ABOUT THIS EXERCISE — Select from the data all lines with the word "aria".

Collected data
□ □ □ □ □ □ □
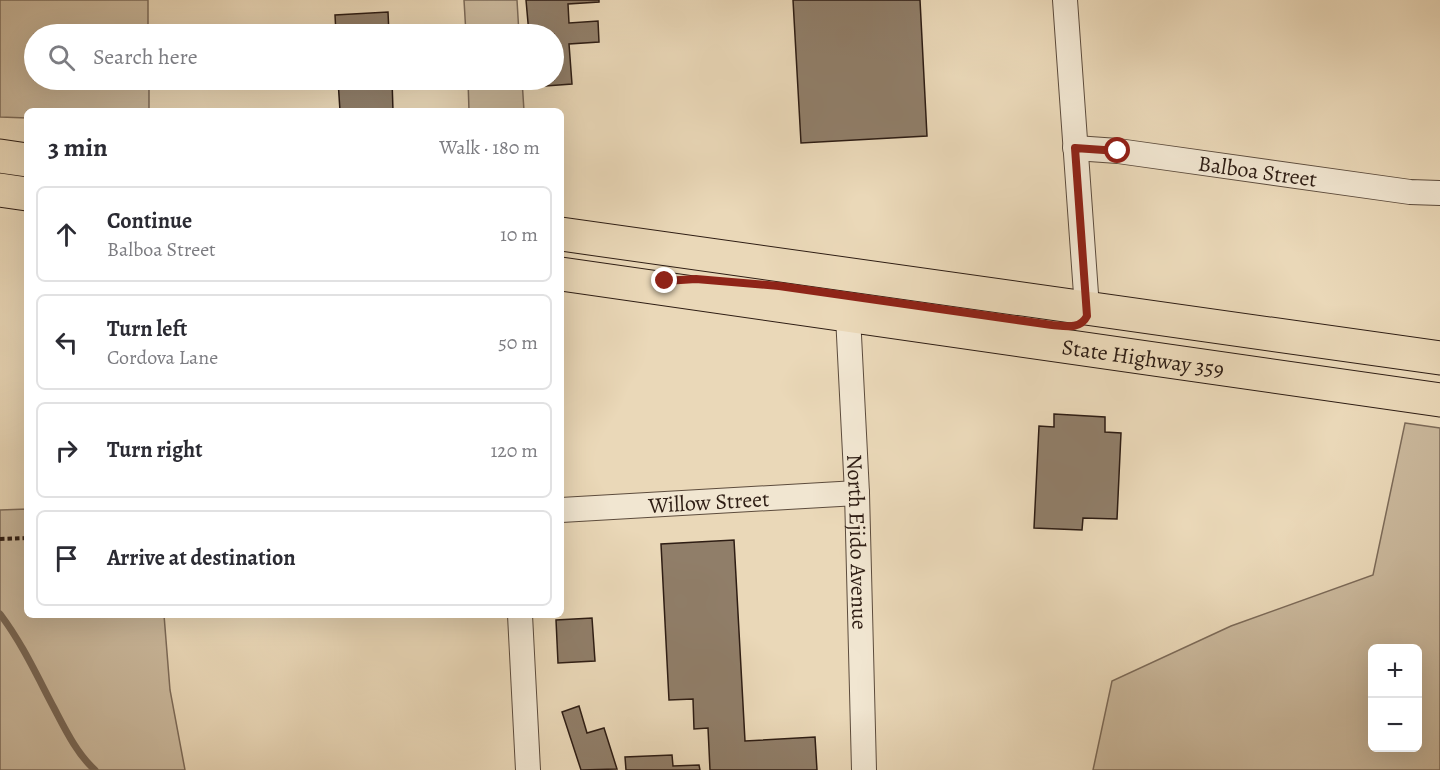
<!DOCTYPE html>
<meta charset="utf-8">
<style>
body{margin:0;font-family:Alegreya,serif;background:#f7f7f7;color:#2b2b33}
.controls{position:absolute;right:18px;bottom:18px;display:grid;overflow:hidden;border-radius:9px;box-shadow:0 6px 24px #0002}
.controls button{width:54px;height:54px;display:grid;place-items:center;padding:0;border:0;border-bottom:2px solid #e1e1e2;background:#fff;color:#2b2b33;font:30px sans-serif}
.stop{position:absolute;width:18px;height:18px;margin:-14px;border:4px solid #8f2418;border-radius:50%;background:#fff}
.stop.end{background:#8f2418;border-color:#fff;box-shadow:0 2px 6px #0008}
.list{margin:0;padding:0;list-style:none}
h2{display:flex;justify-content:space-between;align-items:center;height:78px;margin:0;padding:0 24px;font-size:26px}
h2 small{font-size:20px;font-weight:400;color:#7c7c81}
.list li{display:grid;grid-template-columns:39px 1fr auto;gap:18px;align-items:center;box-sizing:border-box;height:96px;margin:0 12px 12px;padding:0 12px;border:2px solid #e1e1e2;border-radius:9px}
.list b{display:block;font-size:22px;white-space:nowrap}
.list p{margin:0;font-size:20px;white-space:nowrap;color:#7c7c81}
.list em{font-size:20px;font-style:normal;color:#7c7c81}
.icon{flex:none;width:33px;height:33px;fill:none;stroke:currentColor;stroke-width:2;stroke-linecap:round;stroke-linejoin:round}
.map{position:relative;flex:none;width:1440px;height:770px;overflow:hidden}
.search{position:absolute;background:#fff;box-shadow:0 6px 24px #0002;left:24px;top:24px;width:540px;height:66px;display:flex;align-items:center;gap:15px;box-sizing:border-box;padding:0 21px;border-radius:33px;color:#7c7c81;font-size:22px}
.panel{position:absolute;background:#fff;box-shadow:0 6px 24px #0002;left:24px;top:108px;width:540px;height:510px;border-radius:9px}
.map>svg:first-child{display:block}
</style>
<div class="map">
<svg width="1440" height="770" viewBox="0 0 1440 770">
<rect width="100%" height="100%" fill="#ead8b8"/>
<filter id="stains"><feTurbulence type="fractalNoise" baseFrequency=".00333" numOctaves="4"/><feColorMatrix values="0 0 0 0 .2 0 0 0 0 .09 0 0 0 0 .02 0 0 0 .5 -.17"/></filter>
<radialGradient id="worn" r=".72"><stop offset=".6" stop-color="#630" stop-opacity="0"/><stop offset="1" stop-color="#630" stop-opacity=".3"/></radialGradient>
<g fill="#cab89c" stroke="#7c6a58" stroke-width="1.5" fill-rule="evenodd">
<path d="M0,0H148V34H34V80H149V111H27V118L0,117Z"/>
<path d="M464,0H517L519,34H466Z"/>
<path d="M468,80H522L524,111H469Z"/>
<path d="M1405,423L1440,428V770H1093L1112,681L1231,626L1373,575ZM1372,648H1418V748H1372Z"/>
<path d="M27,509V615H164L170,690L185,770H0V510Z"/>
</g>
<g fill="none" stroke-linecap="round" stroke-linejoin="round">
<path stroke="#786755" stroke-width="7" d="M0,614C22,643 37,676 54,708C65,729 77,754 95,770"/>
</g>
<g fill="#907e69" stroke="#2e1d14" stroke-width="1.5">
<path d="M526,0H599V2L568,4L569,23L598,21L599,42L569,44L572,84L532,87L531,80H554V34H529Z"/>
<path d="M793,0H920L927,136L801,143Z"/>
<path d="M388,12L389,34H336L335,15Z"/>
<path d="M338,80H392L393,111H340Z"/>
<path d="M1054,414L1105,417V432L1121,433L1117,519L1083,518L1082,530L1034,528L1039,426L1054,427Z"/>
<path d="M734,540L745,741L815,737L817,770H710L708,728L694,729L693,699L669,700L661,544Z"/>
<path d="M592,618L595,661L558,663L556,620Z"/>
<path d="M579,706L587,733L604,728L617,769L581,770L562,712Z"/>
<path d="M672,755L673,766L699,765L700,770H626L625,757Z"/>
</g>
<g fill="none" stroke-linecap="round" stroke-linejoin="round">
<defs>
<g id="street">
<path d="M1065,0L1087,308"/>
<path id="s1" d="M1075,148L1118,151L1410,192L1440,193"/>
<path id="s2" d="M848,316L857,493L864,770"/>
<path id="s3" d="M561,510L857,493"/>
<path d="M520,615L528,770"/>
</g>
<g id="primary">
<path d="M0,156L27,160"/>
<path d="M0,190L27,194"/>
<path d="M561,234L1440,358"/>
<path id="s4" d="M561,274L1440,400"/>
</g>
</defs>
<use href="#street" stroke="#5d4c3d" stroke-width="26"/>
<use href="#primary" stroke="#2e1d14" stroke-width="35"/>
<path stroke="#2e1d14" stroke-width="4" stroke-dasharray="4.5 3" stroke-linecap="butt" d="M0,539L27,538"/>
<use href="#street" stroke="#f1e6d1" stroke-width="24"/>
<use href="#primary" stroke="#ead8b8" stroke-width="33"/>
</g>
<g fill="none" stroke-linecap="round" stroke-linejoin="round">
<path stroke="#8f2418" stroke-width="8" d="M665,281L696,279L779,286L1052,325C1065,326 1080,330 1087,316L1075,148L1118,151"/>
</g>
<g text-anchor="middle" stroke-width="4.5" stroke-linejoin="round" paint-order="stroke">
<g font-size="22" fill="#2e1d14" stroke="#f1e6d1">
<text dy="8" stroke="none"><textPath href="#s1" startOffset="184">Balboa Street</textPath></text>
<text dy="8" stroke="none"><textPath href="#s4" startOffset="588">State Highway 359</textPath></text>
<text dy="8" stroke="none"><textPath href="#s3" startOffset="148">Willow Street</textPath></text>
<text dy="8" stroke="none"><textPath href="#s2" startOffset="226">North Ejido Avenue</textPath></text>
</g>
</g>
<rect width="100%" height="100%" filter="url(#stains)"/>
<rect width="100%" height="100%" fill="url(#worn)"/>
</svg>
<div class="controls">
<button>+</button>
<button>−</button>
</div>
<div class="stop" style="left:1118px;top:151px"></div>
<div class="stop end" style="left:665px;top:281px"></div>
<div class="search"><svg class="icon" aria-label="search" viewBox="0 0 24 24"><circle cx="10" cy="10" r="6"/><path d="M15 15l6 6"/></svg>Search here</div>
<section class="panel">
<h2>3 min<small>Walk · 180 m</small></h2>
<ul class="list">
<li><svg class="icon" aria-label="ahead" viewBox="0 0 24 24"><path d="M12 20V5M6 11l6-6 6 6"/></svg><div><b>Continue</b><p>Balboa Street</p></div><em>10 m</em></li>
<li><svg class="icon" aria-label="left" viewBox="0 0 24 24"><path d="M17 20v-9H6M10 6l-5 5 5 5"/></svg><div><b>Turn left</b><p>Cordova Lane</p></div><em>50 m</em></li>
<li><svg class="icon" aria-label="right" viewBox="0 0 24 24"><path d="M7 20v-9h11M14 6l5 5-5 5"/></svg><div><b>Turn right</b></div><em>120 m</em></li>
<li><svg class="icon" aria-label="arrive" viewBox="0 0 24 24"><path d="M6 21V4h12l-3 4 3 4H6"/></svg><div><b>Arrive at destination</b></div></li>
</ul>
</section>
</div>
□ □ □ □ □ □ □
SOLUTION TO THE EXERCISE —
<div class="search"><svg class="icon" aria-label="search" viewBox="0 0 24 24"><circle cx="10" cy="10" r="6"/><path d="M15 15l6 6"/></svg>Search here</div>
<li><svg class="icon" aria-label="ahead" viewBox="0 0 24 24"><path d="M12 20V5M6 11l6-6 6 6"/></svg><div><b>Continue</b><p>Balboa Street</p></div><em>10 m</em></li>
<li><svg class="icon" aria-label="left" viewBox="0 0 24 24"><path d="M17 20v-9H6M10 6l-5 5 5 5"/></svg><div><b>Turn left</b><p>Cordova Lane</p></div><em>50 m</em></li>
<li><svg class="icon" aria-label="right" viewBox="0 0 24 24"><path d="M7 20v-9h11M14 6l5 5-5 5"/></svg><div><b>Turn right</b></div><em>120 m</em></li>
<li><svg class="icon" aria-label="arrive" viewBox="0 0 24 24"><path d="M6 21V4h12l-3 4 3 4H6"/></svg><div><b>Arrive at destination</b></div></li>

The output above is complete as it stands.